Tableau 2 – Conventions de transcription d’après Jefferson

[ ] Début (et fin, si pertinent) d’un chevauchement discursif

= Enchaînement rapide entre deux tours de parole

(0.5) Pause silencieuse, indiquée au dixième de seconde

. Intonation descendante (finale)

? Intonation montante (finale)

, Intonation plate / légèrement montante (continuative)

: Allongement vocalique

- Troncation d’un mot ou auto-interruption

mot Emphase/accentuation

MOT Volume plus élevé

°mot° Volume plus faible

>rapide< Débit plus rapide

<lent> Débit plus lent

↑ Timbre de voix plus aigu

↓ Timbre de voix plus grave

.h Inspiration

((rires)) Commentaire du transcripteur (par exemple gestes, mimiques,

regards, etc.)

(oui) Transcription incertaine

(je ;j’ai) Transcription incertaine avec indication des alternatives

                                                                                                                                                                                                                                                                                                                                                                                             

(alternative hearing)

(xxx) Segment inaudible

Nos transcriptions ont été réalisées à l’aide du logiciel Transana, qui permet un traitement simultané de la vidéo, de la bande audio et de la fenêtre de transcription, et permet ainsi une prise en compte à la fois de la dimension verbale et de la de la dimension non-verbale.
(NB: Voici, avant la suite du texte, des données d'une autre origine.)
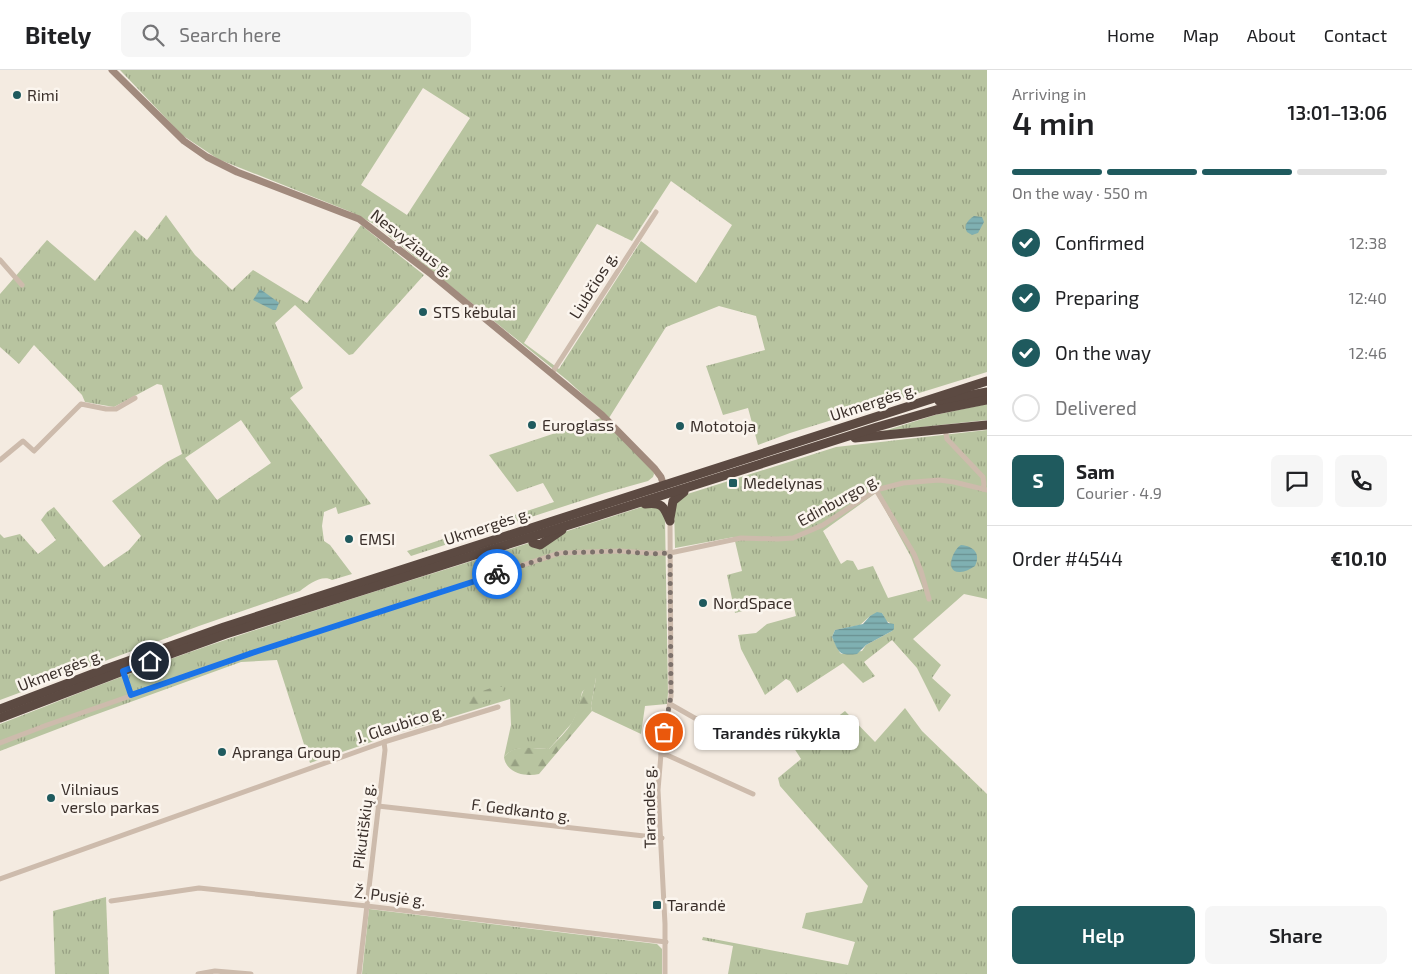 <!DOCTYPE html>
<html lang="en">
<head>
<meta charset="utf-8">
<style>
  body { margin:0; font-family:"Exo 2",sans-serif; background:#f6f6f6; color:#202124; height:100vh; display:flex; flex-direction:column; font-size:19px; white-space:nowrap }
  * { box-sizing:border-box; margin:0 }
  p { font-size:16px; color:#757577 }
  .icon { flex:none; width:28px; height:28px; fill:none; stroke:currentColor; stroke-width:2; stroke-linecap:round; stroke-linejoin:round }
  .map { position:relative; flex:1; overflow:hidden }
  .panel { display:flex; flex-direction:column; background:#fff; width:425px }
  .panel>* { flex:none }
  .pin { position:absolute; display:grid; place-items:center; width:42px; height:42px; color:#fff; margin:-21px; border:2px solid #fff; border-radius:50%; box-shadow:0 1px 5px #0007 }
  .courier { position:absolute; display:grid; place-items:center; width:50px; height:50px; margin:-25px; border:4px solid #1a73e8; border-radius:50%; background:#fff; color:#222; box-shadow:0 1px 6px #0007 }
  .bubble { position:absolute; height:35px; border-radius:8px; background:#fff; box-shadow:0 1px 4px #0004; font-size:16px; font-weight:600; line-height:35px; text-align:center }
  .overview em { font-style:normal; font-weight:600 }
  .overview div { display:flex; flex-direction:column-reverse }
  .overview { display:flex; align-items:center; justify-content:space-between; height:85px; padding:0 25px }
  h1 { font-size:32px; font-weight:600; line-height:38px }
  .bar { display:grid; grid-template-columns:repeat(4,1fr); gap:8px 5px; align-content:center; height:60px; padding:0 25px }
  .bar i { height:6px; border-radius:4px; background:#e0e0e0 }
  .bar .selected { background:#1f5a5e }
  .bar p { grid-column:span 4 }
  .line { display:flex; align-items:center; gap:12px; padding:0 25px; border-top:1px solid #e0e0e0 }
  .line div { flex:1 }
  .round { display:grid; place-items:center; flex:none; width:52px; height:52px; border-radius:8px; background:#f6f6f6 }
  ol { padding:0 25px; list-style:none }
  li { display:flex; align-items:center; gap:15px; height:55px }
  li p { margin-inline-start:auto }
  li .icon { padding:5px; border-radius:50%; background:#1f5a5e; color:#fff; stroke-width:4 }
  li:last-child { color:#757577 }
  li i { width:28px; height:28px; border:2px solid #e0e0e0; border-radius:50% }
  .cta { display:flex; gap:10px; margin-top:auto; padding:10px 25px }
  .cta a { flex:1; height:58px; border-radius:8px; background:#1f5a5e; color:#fff; font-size:20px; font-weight:600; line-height:58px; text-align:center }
  .cta a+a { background:#f6f6f6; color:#202124 }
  header { display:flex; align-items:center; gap:30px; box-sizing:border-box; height:70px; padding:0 25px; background:#fff; border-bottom:1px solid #e0e0e0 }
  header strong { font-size:24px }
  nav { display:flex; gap:28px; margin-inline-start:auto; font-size:18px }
  .search { width:350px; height:45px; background:#f6f6f6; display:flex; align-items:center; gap:12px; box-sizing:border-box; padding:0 18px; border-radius:8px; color:#757577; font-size:19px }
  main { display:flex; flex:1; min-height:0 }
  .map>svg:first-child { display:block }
</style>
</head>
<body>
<header>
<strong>Bitely</strong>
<div class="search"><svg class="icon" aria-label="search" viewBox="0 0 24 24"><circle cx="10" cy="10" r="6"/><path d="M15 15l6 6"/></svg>Search here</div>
<nav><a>Home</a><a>Map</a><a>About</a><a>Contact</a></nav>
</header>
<main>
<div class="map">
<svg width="987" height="904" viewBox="0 0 987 904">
  <defs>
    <pattern id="grass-tufts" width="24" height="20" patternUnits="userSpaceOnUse" patternTransform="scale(1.25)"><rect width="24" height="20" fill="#b8c4a0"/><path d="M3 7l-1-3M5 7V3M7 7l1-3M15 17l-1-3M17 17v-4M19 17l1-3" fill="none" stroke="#97a083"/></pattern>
    <pattern id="forest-firs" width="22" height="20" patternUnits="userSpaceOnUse" patternTransform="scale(1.25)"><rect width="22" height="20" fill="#b8c4a0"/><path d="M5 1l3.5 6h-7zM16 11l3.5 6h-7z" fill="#97a083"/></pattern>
    <pattern id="water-rules" width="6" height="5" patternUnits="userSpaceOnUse" patternTransform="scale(1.25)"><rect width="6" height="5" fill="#7fb0b2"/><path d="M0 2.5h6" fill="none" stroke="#699091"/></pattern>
  </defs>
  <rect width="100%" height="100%" fill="#f4ebe1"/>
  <g fill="url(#grass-tufts)" fill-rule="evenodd">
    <path d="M120,0H987V302L790,363L758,375L748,338L723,345L706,296L765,280L756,246L719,236L666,257L609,348L567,310L374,154L351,142L218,89L182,65ZM423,18L470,48L407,145L361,115ZM671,111L732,155L696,213L641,171L559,299L524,273L597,154L632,171Z"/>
    <path d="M166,145L195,185L232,220L253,200L307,233L361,155L424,205L353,284L349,285L295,235L275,253L303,318L290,328L371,434L338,444L336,437L324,442L322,456L324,471L330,475L352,504L332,510C322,504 308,515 300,521L199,556L0,630V464L4,468L20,464L38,484L56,470L41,450L47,442L54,437L104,497L129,480L141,466L112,431L167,392L182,384L162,315L157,314L114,337L85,332L82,325L34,275L19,294L0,277V224L47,170L95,211L135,160L147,170ZM241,350L271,393L217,430L185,388Z"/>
    <polygon points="987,334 987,350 884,361 935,345"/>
    <polygon points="601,348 653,400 654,404 653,407 648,411 605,423 411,486 407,481 554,432 543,413 517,422 489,385"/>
    <path d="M987,360V529L964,524L913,569L941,595L932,608L951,625L939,642L917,598L892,570L864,592L875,606L863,613L843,593L797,623L790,611L786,609L765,625L741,579L738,565L756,563L767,554L796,546L792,528L735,543L727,505L742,501L734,467L675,478L674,436L681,426L836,377ZM876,423L911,487L923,519L888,528L873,496L858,500L853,491L847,490L841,494L823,461ZM882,543L886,551L890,553L892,561L866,575L862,581L842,584L840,583L832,567L835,560L860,555L870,546Z"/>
    <path d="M651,434L661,439L665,450L668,623L667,634L645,636L641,664L592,641L591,636L596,608L582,622L578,640L572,653L549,679C534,679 514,674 504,687L511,655L510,629L386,667L310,693L277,590L241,592L89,647L0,681V654C54,633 108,611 162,592C283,549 407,512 529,473L543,478L561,463Z"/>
    <polygon points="905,638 922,661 987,724 987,904 728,904 733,876 702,870 703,867 848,895 855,872 802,858 806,843 862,833 868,816 780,716 778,708 801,689 785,664 811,646 823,658 845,641 875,672"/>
    <polygon points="106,827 109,904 55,904 53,841"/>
    <polygon points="369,839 657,874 662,879 662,904 362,904"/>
  </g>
  <g fill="url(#forest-firs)">
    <path d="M596,608L591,636L592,641L539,704C525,707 506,703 504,687C514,673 534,679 549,679C557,670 567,662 572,652C581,637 579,615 596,608Z"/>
    <polygon points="494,617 502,617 503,621 478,635 465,634 463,630 465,627"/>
  </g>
  <g fill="url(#water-rules)">
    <path d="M974,146L982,147L984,152L978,163L972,165L967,162C963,155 968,150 974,146Z"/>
    <polygon points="260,219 278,232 279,233 276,240 273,240 253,230"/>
    <path d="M961,475C974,476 981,484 975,496C970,499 965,502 960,502C944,503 953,479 961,475Z"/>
    <path d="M877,542L882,543L888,553L894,554V559L892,561L866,575L857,584C839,586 839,583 832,567L835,560L863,554L870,546Z"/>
  </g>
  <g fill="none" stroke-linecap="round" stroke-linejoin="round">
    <g stroke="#cdbbac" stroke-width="5">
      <polyline points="0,190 22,215"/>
      <polyline points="552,303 656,142"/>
      <polyline points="945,359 947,369 983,407 984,414 983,419"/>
      <polyline points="0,390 23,371 34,381 81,334 106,339 116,339 135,328"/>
      <polyline points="876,420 914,484 921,501 929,529"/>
      <polyline points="123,601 131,625"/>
      <polyline points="670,634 721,663 733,666 755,664"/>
      <polyline points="0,673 47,655 259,581 560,483 619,481 651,483 670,483 741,468 777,469 793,468 823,455 876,420 903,413 939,410 954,412 987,420"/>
      <polyline points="661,684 667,685 753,724"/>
      <polyline points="378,736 662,768"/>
      <polyline points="0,809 384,672 498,637"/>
      <polyline points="111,831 199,818 367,836 666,872"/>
      <polyline points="198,904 215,901 251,904"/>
      <polyline points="359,904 385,680 384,672"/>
      <polyline points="665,904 665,854 658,720 661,684 671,626 670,451"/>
    </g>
    <polyline stroke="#a18a7d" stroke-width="7" points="112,0 184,71 207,87 237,102 359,149 431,204 602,345 655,399 661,407 664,416"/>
    <g stroke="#5c4a42" stroke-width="9">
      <polyline points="939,331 987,322"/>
      <polyline points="855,368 987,355"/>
      <path d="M645,434C662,432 664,436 670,451"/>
      <polyline points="670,448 673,431 684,422"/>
      <polyline points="532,467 533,473 540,475 562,460"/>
      <polyline points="0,639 100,601 224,557 987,311"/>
      <polyline points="0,648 123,601 226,564 877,357 936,340 987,330"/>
    </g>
  </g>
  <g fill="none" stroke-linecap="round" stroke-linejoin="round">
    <polyline stroke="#7c716b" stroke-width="5" stroke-dasharray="0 9" points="497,504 560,483 619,481 651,484 670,483 671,626 664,662"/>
    <polyline stroke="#1a73e8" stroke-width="6" points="150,591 123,601 131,625 258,581 497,504"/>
  </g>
  <g fill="#1f5a5e" stroke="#fbf5ee" stroke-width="2">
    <circle cx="17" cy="25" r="5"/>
    <circle cx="423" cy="242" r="5"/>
    <circle cx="532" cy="355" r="5"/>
    <circle cx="680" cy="356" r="5"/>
    <rect x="728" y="408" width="10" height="10" rx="2.5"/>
    <circle cx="349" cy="469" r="5"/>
    <circle cx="703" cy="533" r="5"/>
    <circle cx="222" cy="682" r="5"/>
    <circle cx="51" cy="728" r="5"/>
    <rect x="652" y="830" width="10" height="10" rx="2.5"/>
  </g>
  <g text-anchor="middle" stroke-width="5" stroke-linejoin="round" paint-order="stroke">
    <g font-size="16" fill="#3b302b" stroke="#fbf5ee" text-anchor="start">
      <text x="27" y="31">Rimi</text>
      <text x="433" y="248">STS kėbulai</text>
      <text x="542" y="361">Euroglass</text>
      <text x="690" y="362">Mototoja</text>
      <text x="743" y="419">Medelynas</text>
      <text x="359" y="475">EMSI</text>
      <text x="713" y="539">NordSpace</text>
      <text x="232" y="688">Apranga Group</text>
      <text x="61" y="725">Vilniaus<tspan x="61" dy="18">verslo parkas</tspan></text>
      <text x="667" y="841">Tarandė</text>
    </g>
    <g font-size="16" fill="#3b302b" stroke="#fbf5ee">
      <text transform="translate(412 173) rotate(38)" y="6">Nesvyžiaus g.</text>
      <text transform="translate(593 215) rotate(-58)" y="6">Liubčios g.</text>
      <text transform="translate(873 332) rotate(-18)" y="6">Ukmergės g.</text>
      <text transform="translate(838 430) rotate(-29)" y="6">Edinburgo g.</text>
      <text transform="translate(487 456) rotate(-18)" y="6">Ukmergės g.</text>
      <text transform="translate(60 600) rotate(-21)" y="6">Ukmergės g.</text>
      <text transform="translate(400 654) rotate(-18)" y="6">J. Glaubico g.</text>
      <text transform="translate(649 737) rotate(-91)" y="6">Tarandės g.</text>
      <text transform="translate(521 740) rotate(7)" y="6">F. Gedkanto g.</text>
      <text transform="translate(363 756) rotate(-83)" y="6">Pikutiškių g.</text>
      <text transform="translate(390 826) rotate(7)" y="6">Ž. Pusjė g.</text>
    </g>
  </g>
</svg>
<div class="pin" style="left:664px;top:662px;background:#ea580c"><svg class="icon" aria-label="bag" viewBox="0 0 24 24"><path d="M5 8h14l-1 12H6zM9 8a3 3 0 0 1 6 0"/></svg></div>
<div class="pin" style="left:150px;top:591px;background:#1f2937"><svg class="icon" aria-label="home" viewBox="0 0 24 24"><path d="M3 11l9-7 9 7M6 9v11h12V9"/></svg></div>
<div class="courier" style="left:497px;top:504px"><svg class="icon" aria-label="bike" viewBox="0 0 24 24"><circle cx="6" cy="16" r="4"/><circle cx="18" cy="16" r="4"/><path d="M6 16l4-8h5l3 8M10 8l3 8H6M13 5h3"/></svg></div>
<div class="bubble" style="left:694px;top:645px;width:165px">Tarandės rūkykla</div>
</div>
<section class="panel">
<div class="overview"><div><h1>4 min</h1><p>Arriving in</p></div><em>13:01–13:06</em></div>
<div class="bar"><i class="selected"></i><i class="selected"></i><i class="selected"></i><i></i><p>On the way · 550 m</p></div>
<ol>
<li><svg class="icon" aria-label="check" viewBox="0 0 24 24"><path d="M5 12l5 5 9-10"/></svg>Confirmed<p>12:38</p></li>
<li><svg class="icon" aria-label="check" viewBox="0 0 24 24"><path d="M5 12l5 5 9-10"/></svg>Preparing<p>12:40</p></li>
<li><svg class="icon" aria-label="check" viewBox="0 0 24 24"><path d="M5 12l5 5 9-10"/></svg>On the way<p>12:46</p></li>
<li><i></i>Delivered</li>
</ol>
<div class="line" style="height:90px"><b class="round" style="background:#1f5a5e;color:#fff">S</b><div><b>Sam</b><p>Courier · 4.9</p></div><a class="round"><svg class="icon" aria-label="chat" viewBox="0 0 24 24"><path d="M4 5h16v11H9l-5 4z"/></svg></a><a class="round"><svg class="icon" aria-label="phone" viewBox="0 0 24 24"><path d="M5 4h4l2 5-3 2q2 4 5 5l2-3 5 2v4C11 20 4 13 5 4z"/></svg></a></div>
<div class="line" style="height:65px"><div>Order #4544</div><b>€10.10</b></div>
<div class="cta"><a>Help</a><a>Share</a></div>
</section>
</main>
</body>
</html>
L’utilisation d’un logiciel de transcription a notamment pour avantage de rendre possibles les écoutes répétées de certains segments choisis, ainsi que de pouvoir mesurer précisément la durée des pauses.

Contrairement à la plupart des travaux anglophones, nos transcriptions ont été effectuées en utilisant l’orthographe standard plutôt que de retranscrire les sons tels qu’ils ont été prononcés. Ce parti pris implique une perte de la prononciation effective des locuteurs ainsi que les éventuels accents, mais cet aspect n’étant pas au cœur de nos intérêts de recherche a été abandonné au profit d’une meilleure lisibilité des données transcrites. Enfin, les lignes des transcriptions ont été numérotées, afin de faciliter les références lors de nos analyses.